Kansas State University will acquire a Hall effect measurement system for characterizing the electron transport properties of novel semiconductors. This is a highly sensitive system capable of measurements over a wide resistance range (0.05 mW to 200 GW), with a maximum voltage of 95 V, and minimum and maximum currents of 500 fA and 100 mA respectively. The system includes a variable gap electromagnet with a maximum field strength of 1.04 T. Computer controlled variations of the magnetic field and applied voltage makes it possible to distinguish the electrical properties of individual layers in multilayer samples. Many semiconductors with a wide range of applications will be studied including B12As2 -a candidate for radiation detection and direct nuclear to electrical energy conversion devices, heavily doped aluminum nitride for deep ultraviolet LEDs and laser diodes, HgI2 and CdZnTe for solid state radiation sensors, and other semiconductors of emerging importance.
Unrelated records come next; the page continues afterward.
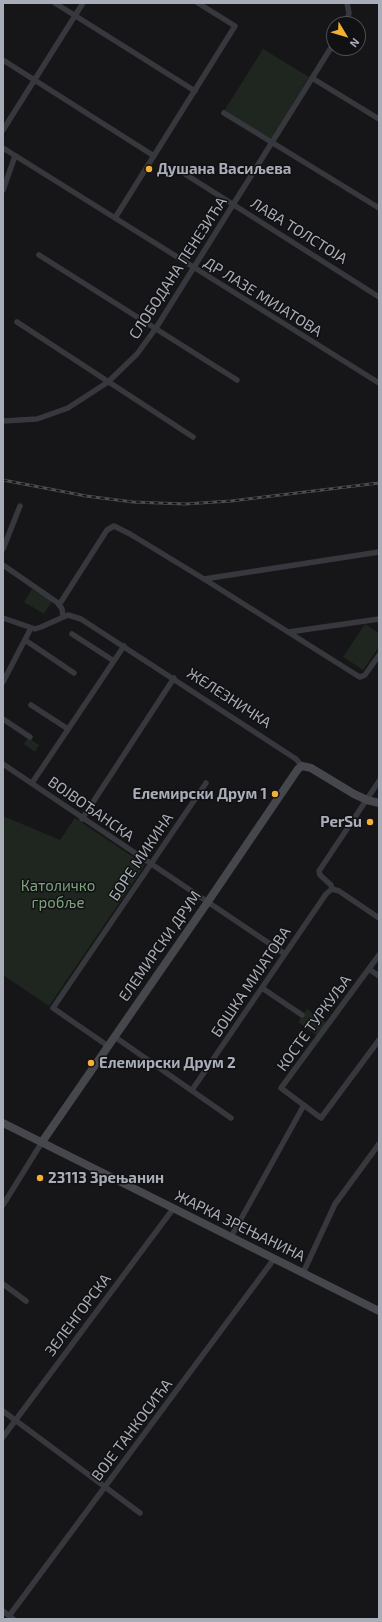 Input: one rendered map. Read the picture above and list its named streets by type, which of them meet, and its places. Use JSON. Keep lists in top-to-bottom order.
{
  "streets": {
    "street": [
      "ЛАВА ТОЛСТОЈА",
      "СЛОБОДАНА ПЕНЕЗИЋА",
      "ДР ЛАЗЕ МИЈАТОВА",
      "ЖЕЛЕЗНИЧКА",
      "ВОЈВОЂАНСКА",
      "БОРЕ МИКИНА",
      "ЕЛЕМИРСКИ ДРУМ",
      "БОШКА МИЈАТОВА",
      "КОСТЕ ТУРКУЉА",
      "ЖАРКА ЗРЕЊАНИНА",
      "ЗЕЛЕНГОРСКА",
      "ВОЈЕ ТАНКОСИЋА"
    ]
  },
  "crossings": [
    ["ЛАВА ТОЛСТОЈА", "СЛОБОДАНА ПЕНЕЗИЋА"],
    ["СЛОБОДАНА ПЕНЕЗИЋА", "ДР ЛАЗЕ МИЈАТОВА"],
    ["ЖЕЛЕЗНИЧКА", "ЕЛЕМИРСКИ ДРУМ"],
    ["ВОЈВОЂАНСКА", "БОРЕ МИКИНА"],
    ["ВОЈВОЂАНСКА", "ЕЛЕМИРСКИ ДРУМ"],
    ["ВОЈВОЂАНСКА", "БОШКА МИЈАТОВА"],
    ["БОРЕ МИКИНА", "ЕЛЕМИРСКИ ДРУМ"],
    ["ЕЛЕМИРСКИ ДРУМ", "ЖАРКА ЗРЕЊАНИНА"],
    ["ЖАРКА ЗРЕЊАНИНА", "ЗЕЛЕНГОРСКА"],
    ["ЖАРКА ЗРЕЊАНИНА", "ВОЈЕ ТАНКОСИЋА"]
  ],
  "parks": ["Католичко гробље"],
  "places": [
    "Душана Васиљева",
    "Елемирски Друм 1",
    "PerSu",
    "Елемирски Друм 2",
    "23113 Зрењанин"
  ],
  "north": "bottom right"
}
The state-of-the-art capabilities and ease of use of this system will help to promote collaborations between students and faculty in different disciplines on campus and between universities. Hall effect measurements will be incorporated into demonstrations and experiments in undergraduate engineering courses to enhance student learning of mobility and charge carrier concentrations, as measured by this widely employed technique.
Lay Abstract
Hall effect measurements are the most common method to determine the electrical properties of a semiconductor, such as electron speed and concentration. These properties must be known to design and fabricate all types of electronic devices such as light emitting diodes (LEDs), laser diodes, and sensors to detect light (from ultraviolet to infrared) and nuclear radiation. Such devices are found in traffic lights, automobiles, laser printers, compact disc players, and environmental and safety monitors, just to cite a few examples. The new Hall effect measurement system will enhance a growing cross-disciplinary program at Kansas State University in sensor development. Characterization provided by this system will lead to better materials and new, more efficient and sensitive sensors. The system will also help with student education; new experiments using this system will be incorporated into the laboratories of undergraduate engineering students, to help them to better understand the electrical properties of materials. This system will be displayed at educational outreach activities such as the university open house and summer institutes for high school students, to spark interest in science by the general public and to encourage students to consider careers in technology.